WORK ORDER: Give the records again word for word. Leave every picture out.
----- ENTRIES SHOWN
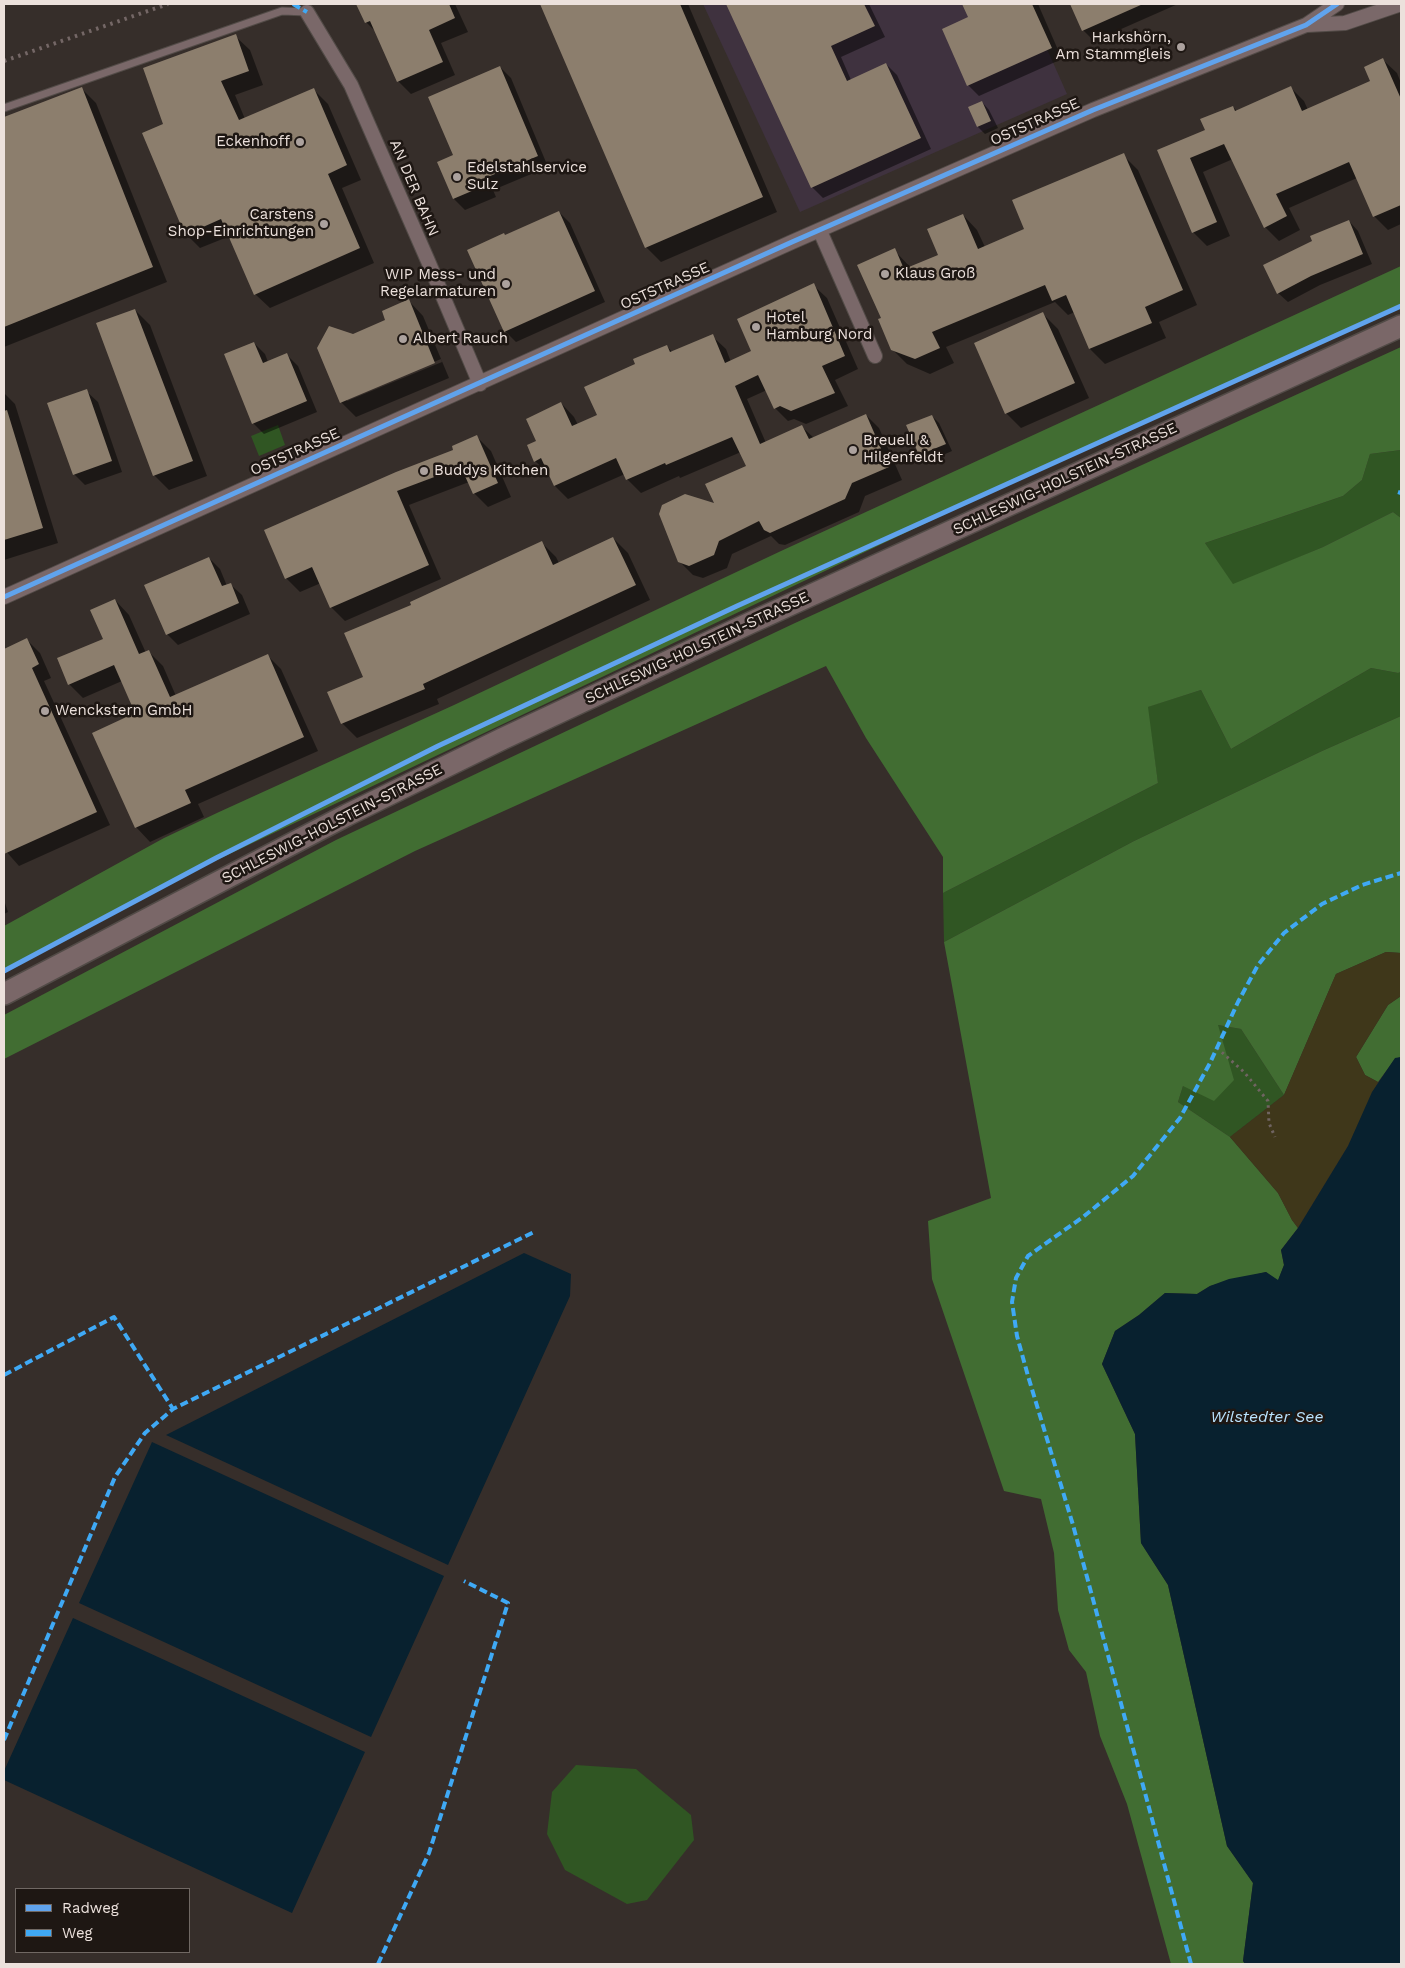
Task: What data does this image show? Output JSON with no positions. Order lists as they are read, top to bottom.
{
  "streets": {
    "main road": ["SCHLESWIG-HOLSTEIN-STRASSE"],
    "street": ["OSTSTRASSE", "AN DER BAHN"]
  },
  "crossings": [
    ["OSTSTRASSE", "AN DER BAHN"]
  ],
  "water": ["Wilstedter See"],
  "places": [
    "Harkshörn, Am Stammgleis",
    "Eckenhoff",
    "Edelstahlservice Sulz",
    "Carstens Shop-Einrichtungen",
    "Klaus Groß",
    "WIP Mess- und Regelarmaturen",
    "Hotel Hamburg Nord",
    "Albert Rauch",
    "Breuell & Hilgenfeldt",
    "Buddys Kitchen",
    "Wenckstern GmbH"
  ],
  "legend": ["Radweg", "Weg"]
}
----------
TASK RESULT:
Task: What data does this image show? Output JSON with no positions. Order lists as they are read, top to bottom.
{
  "streets": {
    "main road": ["SCHLESWIG-HOLSTEIN-STRASSE"],
    "street": ["OSTSTRASSE", "AN DER BAHN"]
  },
  "crossings": [
    ["OSTSTRASSE", "AN DER BAHN"]
  ],
  "water": ["Wilstedter See"],
  "places": [
    "Harkshörn, Am Stammgleis",
    "Eckenhoff",
    "Edelstahlservice Sulz",
    "Carstens Shop-Einrichtungen",
    "Klaus Groß",
    "WIP Mess- und Regelarmaturen",
    "Hotel Hamburg Nord",
    "Albert Rauch",
    "Breuell & Hilgenfeldt",
    "Buddys Kitchen",
    "Wenckstern GmbH"
  ],
  "legend": ["Radweg", "Weg"]
}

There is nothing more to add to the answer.